Brad Schimel. Photo courtesy of the State of Wisconsin.

In recent days there has been a rash of decisions by Federal judges invalidating state laws restricting voting rights. Notably, this includes judges generally considered conservative. Wisconsin has two of these cases, decided in quick succession.

In the Eastern District Judge Lynn Adelman (a former Democratic legislator seen as a liberal) initially ruled that the Wisconsin law was unconstitutional. But a three-judge panel of the 7th Circuit Court of Appeals reversed Adelman’s decision. The full court tied 4-4, leaving the panel’s decision in place. Judge Adelman then ruled that, in light of the 7th Circuit ruling, he had no authority to grant relief.

However, a second decision by Adelman in response to a new legal challenge was appealed to the same three-judge panel, which ruled that while Wisconsin’s ID requirement was constitutional there needed to be provisions for those having great difficulty in producing the documentation needed to obtain a photo ID.
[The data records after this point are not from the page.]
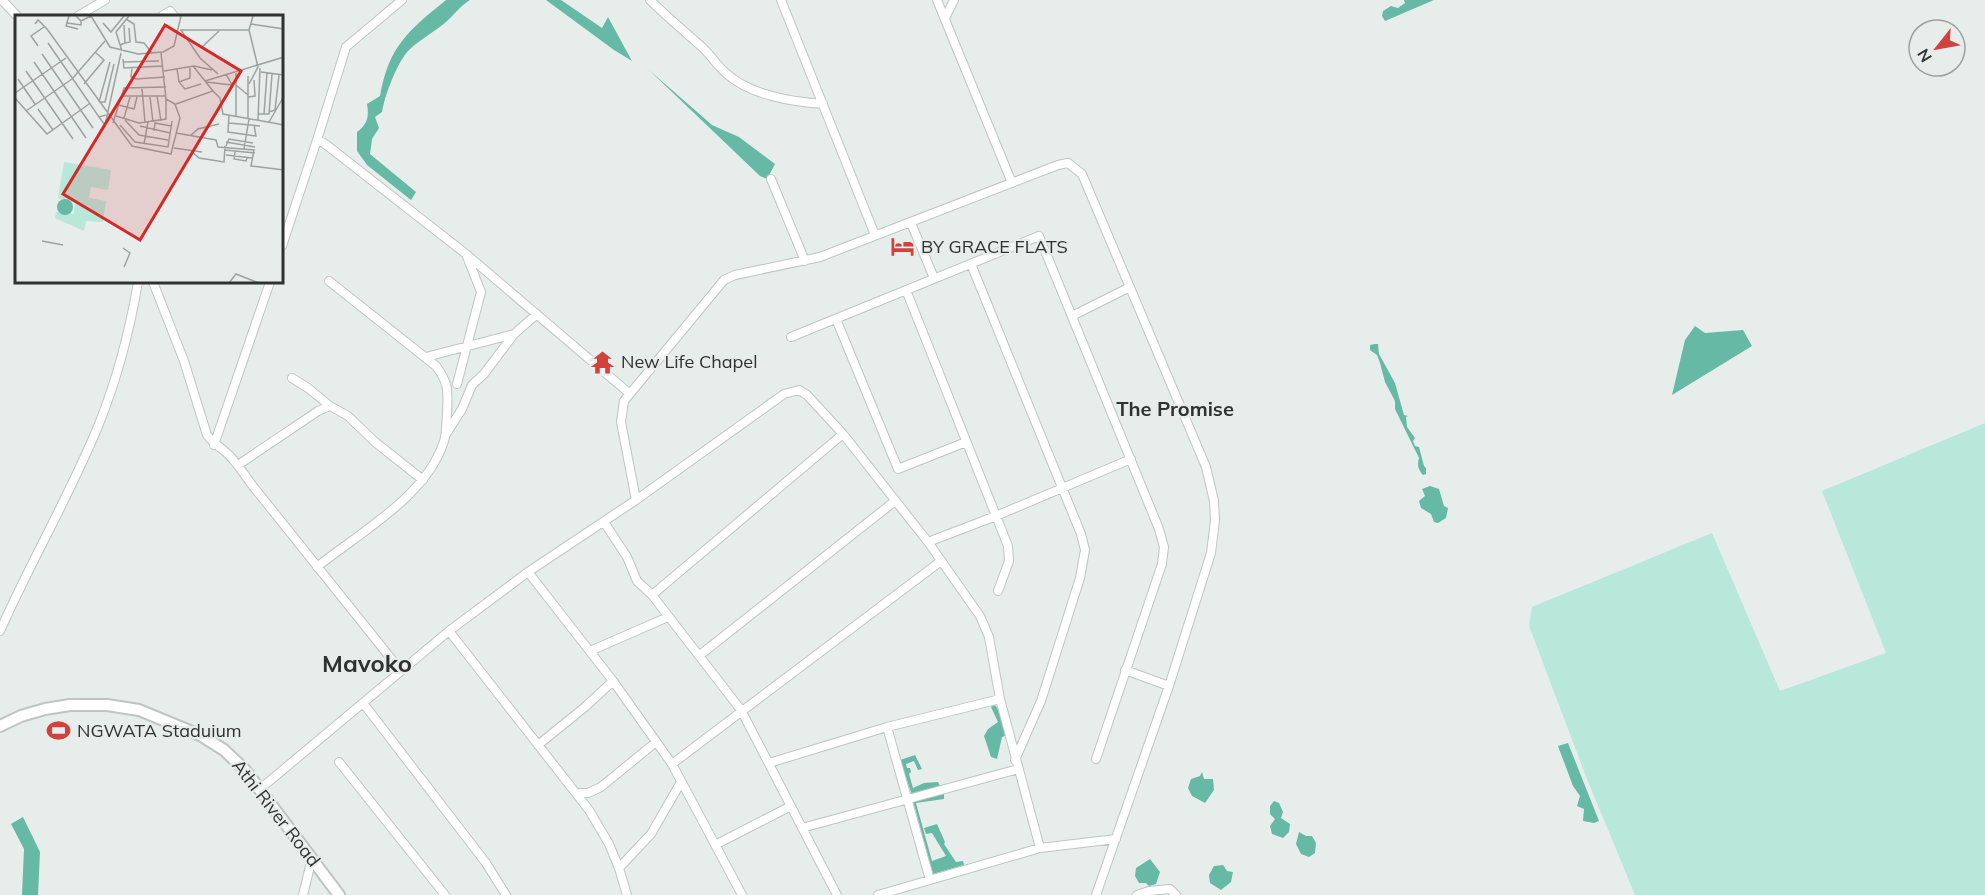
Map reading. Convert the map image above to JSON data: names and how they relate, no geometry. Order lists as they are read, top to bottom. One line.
{"streets":{"main road":["Athi River Road"]},"districts":["The Promise","Mavoko"],"places":{"hotel":["BY GRACE FLATS"],"temple":["New Life Chapel"],"sports":["NGWATA Staduium"]},"north":"bottom left"}
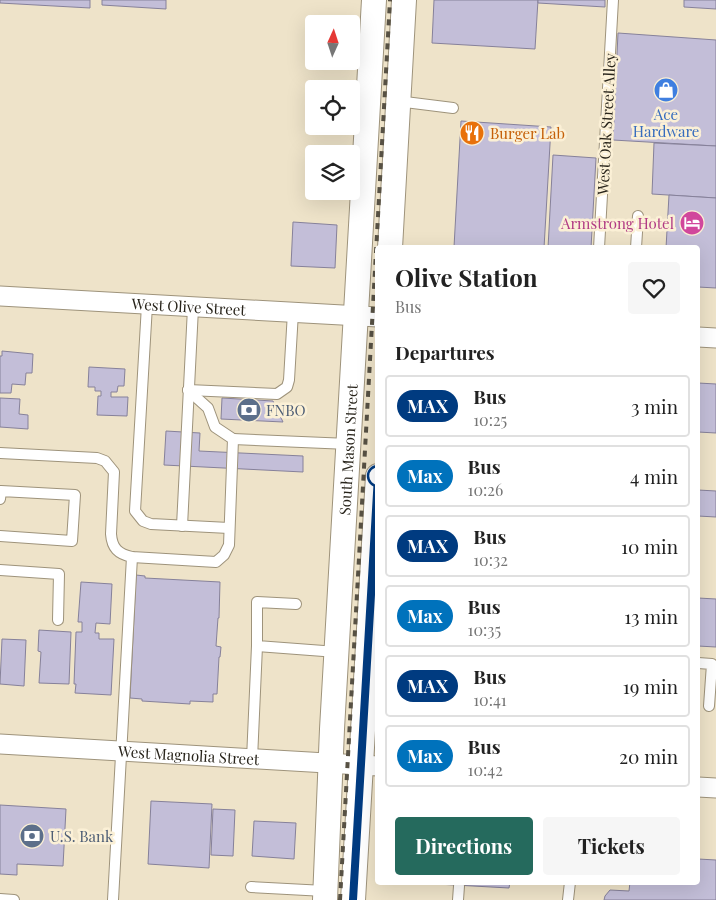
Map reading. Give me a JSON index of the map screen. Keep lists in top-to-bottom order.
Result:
{
  "streets": {
    "street": ["West Olive Street", "South Mason Street", "West Magnolia Street"],
    "lane": ["West Oak Street Alley"]
  },
  "crossings": [
    ["West Olive Street", "South Mason Street"],
    ["South Mason Street", "West Magnolia Street"]
  ],
  "places": {
    "shop": ["Ace Hardware"],
    "restaurant": ["Burger Lab"],
    "hotel": ["Armstrong Hotel"],
    "bank": ["FNBO", "U.S. Bank"]
  },
  "lines": ["bus line MAX"],
  "north": "top",
  "page": {
    "heading": [
      ["Olive Station", "Bus"],
      "Departures"
    ],
    "list": [
      {
        "mark": "MAX",
        "name": "Bus",
        "note": "10:25",
        "value": "3 min"
      },
      {
        "mark": "Max",
        "name": "Bus",
        "note": "10:26",
        "value": "4 min"
      },
      {
        "mark": "MAX",
        "name": "Bus",
        "note": "10:32",
        "value": "10 min"
      },
      {
        "mark": "Max",
        "name": "Bus",
        "note": "10:35",
        "value": "13 min"
      },
      {
        "mark": "MAX",
        "name": "Bus",
        "note": "10:41",
        "value": "19 min"
      },
      {
        "mark": "Max",
        "name": "Bus",
        "note": "10:42",
        "value": "20 min"
      }
    ],
    "buttons": ["Directions", "Tickets"]
  }
}
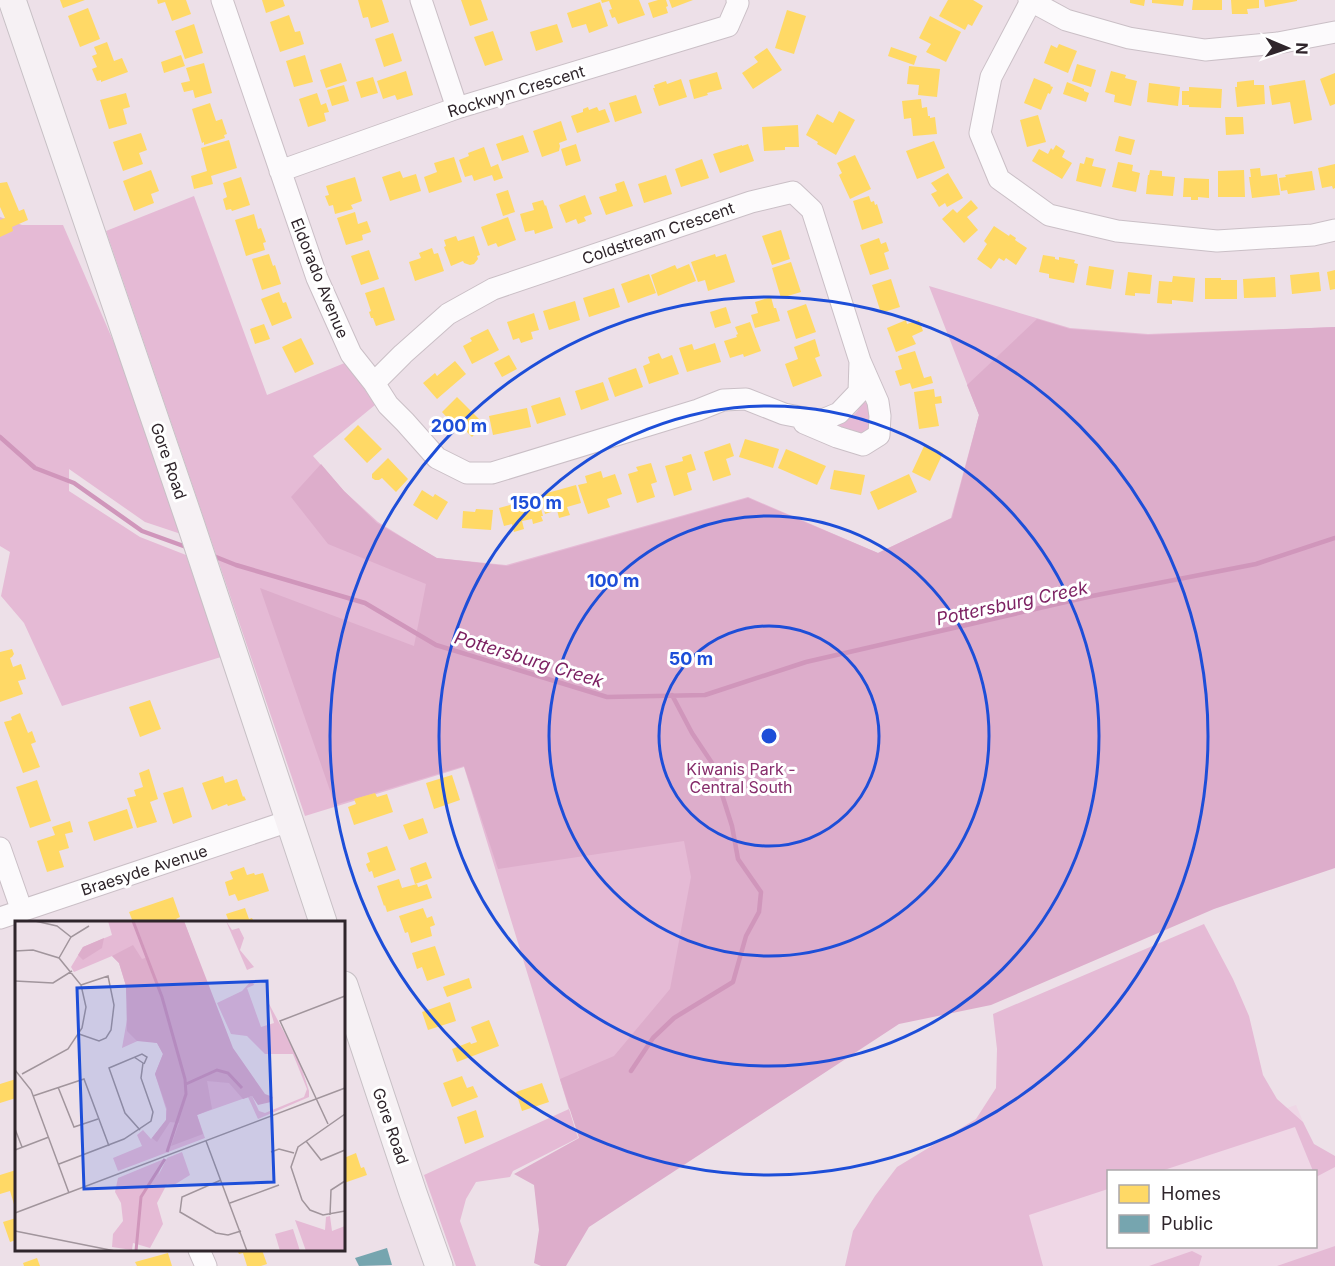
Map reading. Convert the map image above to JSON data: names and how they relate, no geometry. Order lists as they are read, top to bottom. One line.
{"streets":{"main road":["Gore Road"],"street":["Rockwyn Crescent","Coldstream Crescent","Eldorado Avenue","Braesyde Avenue"]},"crossings":[["Rockwyn Crescent","Eldorado Avenue"],["Coldstream Crescent","Eldorado Avenue"],["Gore Road","Braesyde Avenue"]],"water":["Pottersburg Creek"],"parks":["Kiwanis Park - Central South"],"legend":["Homes","Public"],"north":"right","rings":["200 m","150 m","100 m","50 m"]}
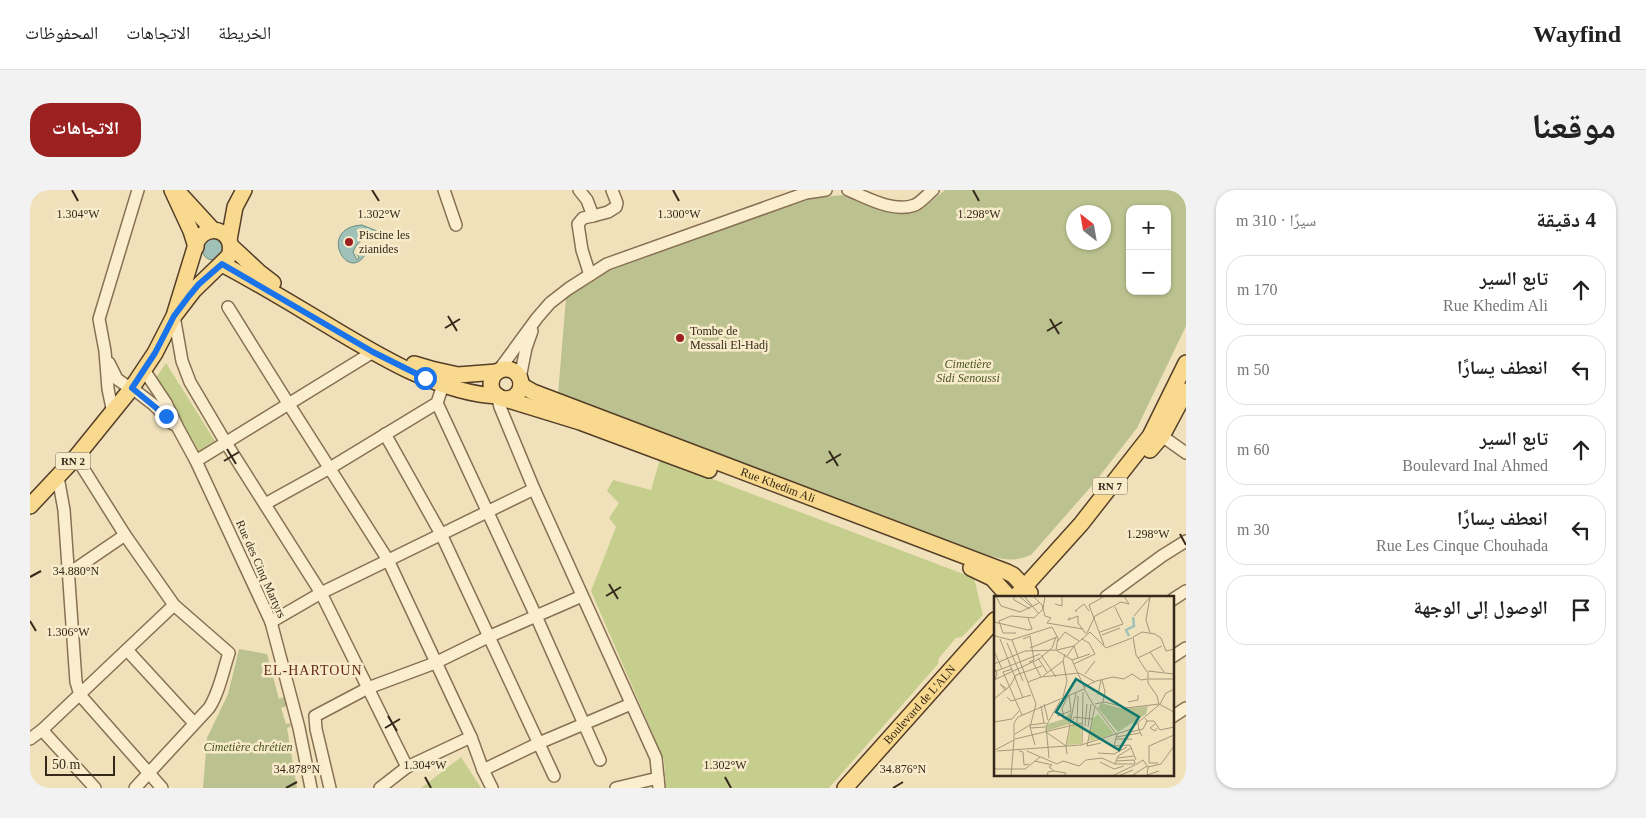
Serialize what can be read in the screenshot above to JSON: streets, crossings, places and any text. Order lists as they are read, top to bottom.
{
  "streets": {
    "main road": [
      "RN 2",
      "Rue Khedim Ali",
      "RN 7",
      "Boulevard de L'ALN"
    ],
    "street": ["Rue des Cinq Martyrs"]
  },
  "crossings": [
    ["RN 2", "Rue Khedim Ali"],
    ["Rue Khedim Ali", "RN 7"]
  ],
  "districts": ["EL-HARTOUN"],
  "parks": ["Cimetière Sidi Senoussi", "Cimetière chrétien"],
  "places": ["Piscine les zianides", "Tombe de Messali El-Hadj"],
  "scale_bar": "50 m",
  "north": "top left",
  "page": {
    "header": "Wayfind",
    "nav": ["الخريطة", "الاتجاهات", "المحفوظات"],
    "title": "موقعنا",
    "buttons": "الاتجاهات",
    "heading": ["4 دقيقة", "سيرًا · 310 m"],
    "map_buttons": ["+", "−"],
    "list": [
      ["تابع السير", "Rue Khedim Ali", "170 m"],
      ["انعطف يسارًا", "50 m"],
      ["تابع السير", "Boulevard Inal Ahmed", "60 m"],
      ["انعطف يسارًا", "Rue Les Cinque Chouhada", "30 m"],
      "الوصول إلى الوجهة"
    ],
    "scale": "50 m"
  },
  "coordinates": [
    "1.304°W",
    "1.302°W",
    "1.300°W",
    "1.298°W",
    "34.880°N",
    "1.306°W",
    "34.878°N",
    "34.876°N"
  ]
}
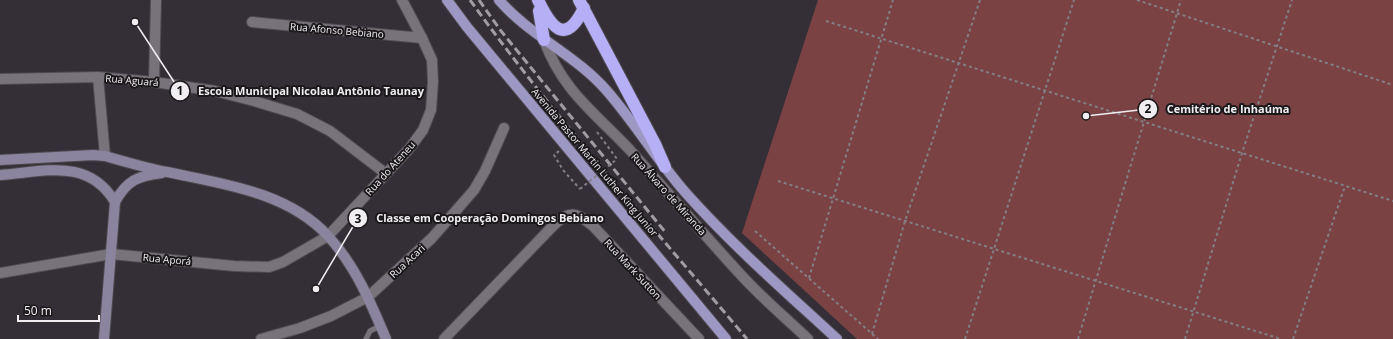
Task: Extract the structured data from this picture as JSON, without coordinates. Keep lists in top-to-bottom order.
{
  "streets": {
    "main road": ["Avenida Pastor Martin Luther King Junior"],
    "street": [
      "Rua Afonso Bebiano",
      "Rua Aguará",
      "Rua do Ateneu",
      "Rua Álvaro de Miranda",
      "Rua Aporá",
      "Rua Acari",
      "Rua Mark Sutton"
    ]
  },
  "crossings": [
    ["Rua Afonso Bebiano", "Rua do Ateneu"],
    ["Rua Aguará", "Rua do Ateneu"],
    ["Rua do Ateneu", "Rua Aporá"]
  ],
  "places": ["Escola Municipal Nicolau Antônio Taunay", "Cemitério de Inhaúma", "Classe em Cooperação Domingos Bebiano"],
  "scale_bar": "50 m"
}
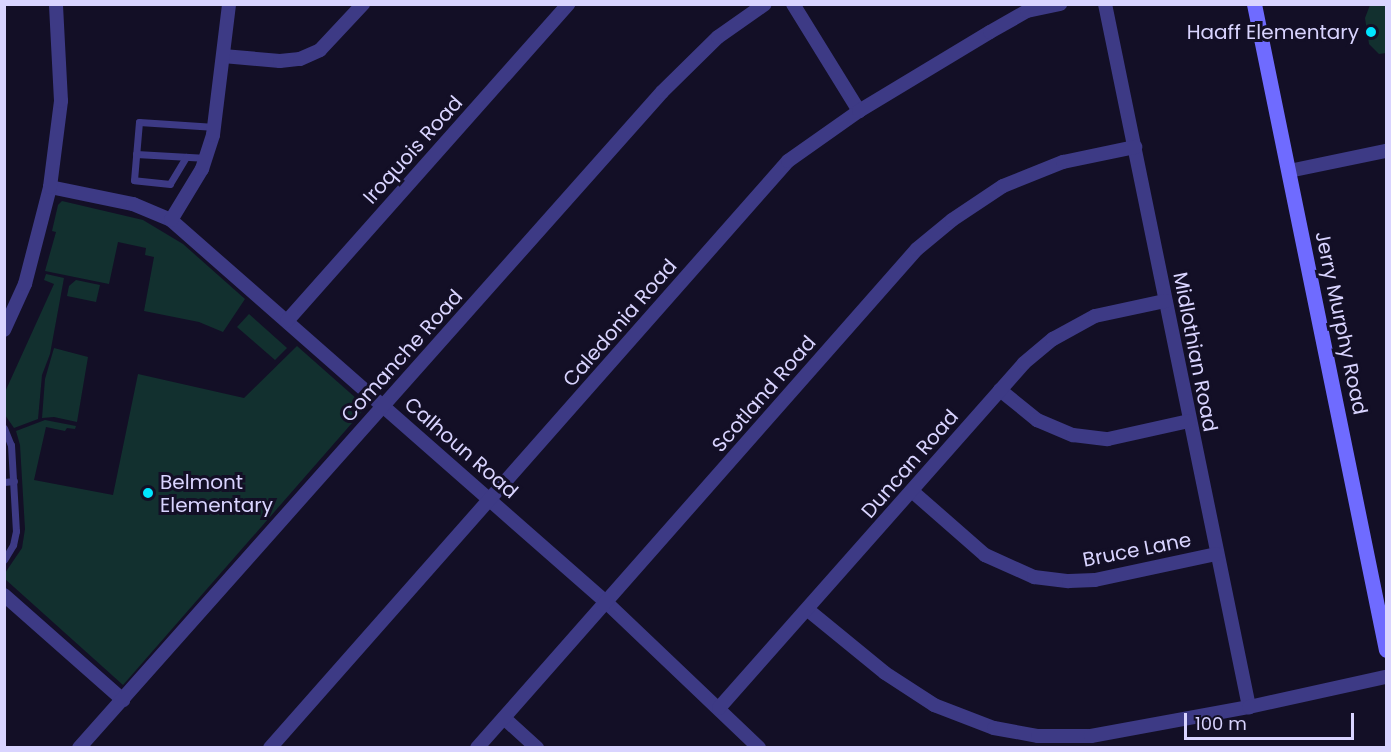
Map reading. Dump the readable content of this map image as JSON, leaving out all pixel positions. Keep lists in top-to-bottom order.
{
  "streets": {
    "street": [
      "Iroquois Road",
      "Caledonia Road",
      "Jerry Murphy Road",
      "Midlothian Road",
      "Comanche Road",
      "Scotland Road",
      "Calhoun Road",
      "Duncan Road",
      "Bruce Lane"
    ]
  },
  "crossings": [
    ["Iroquois Road", "Calhoun Road"],
    ["Caledonia Road", "Calhoun Road"],
    ["Midlothian Road", "Scotland Road"],
    ["Midlothian Road", "Duncan Road"],
    ["Midlothian Road", "Bruce Lane"],
    ["Comanche Road", "Calhoun Road"],
    ["Scotland Road", "Calhoun Road"],
    ["Calhoun Road", "Duncan Road"],
    ["Duncan Road", "Bruce Lane"]
  ],
  "places": ["Haaff Elementary", "Belmont Elementary"],
  "scale_bar": "100 m"
}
The same judges who rejected Judge Adelman’s original ruling, wrote that:

The right to vote is personal and is not defeated by the fact that 99 of other people can secure the necessary credentials easily. Plaintiffs now accept the propriety of requiring photo ID from persons who already have or can get it with reasonable effort, while endeavoring to protect the voting rights of those who encounter high hurdles. This is compatible with our opinion and mandate, just as it is compatible with Crawford. Indeed, one may understand plaintiffs as seeking for Wisconsin the sort of safety net that Indiana has had from the outset.

In a 3rd decision, Judge Adelman ruled that voters could submit an affidavit swearing that they are eligible voters but face an unreasonable impediment in getting a voter ID. The affidavit would contain the following language:

I declare under penalty of perjury that I am the individual identified below, and that I have been unable to obtain acceptable photo identification with reasonable effort. This is due to the following reason(s):

__ Lack of transportation

__ Lack of birth certificate or other documents needed to obtain photo ID

__ Work schedule

__ Disability or illness

__ Family responsibilities

__ Other (please identify):________________

Wisconsin Attorney General Brad Schimel appealed Judge Adelman’s decision to the 7th Circuit Court of Appeals. The three-judge 7th Circuit panel issued a stay of Adelman’s injunction, criticizing him for issuing “an injunction that permits any registered voter to declare by affidavit that reasonable effort would not produce a photo ID—even if the voter has never tried to secure one, and even if by objective standards the effort needed would be reasonable (and would succeed)” rather than attempting to identify voters who are eligible to vote but for whom the the state’s procedures fall short.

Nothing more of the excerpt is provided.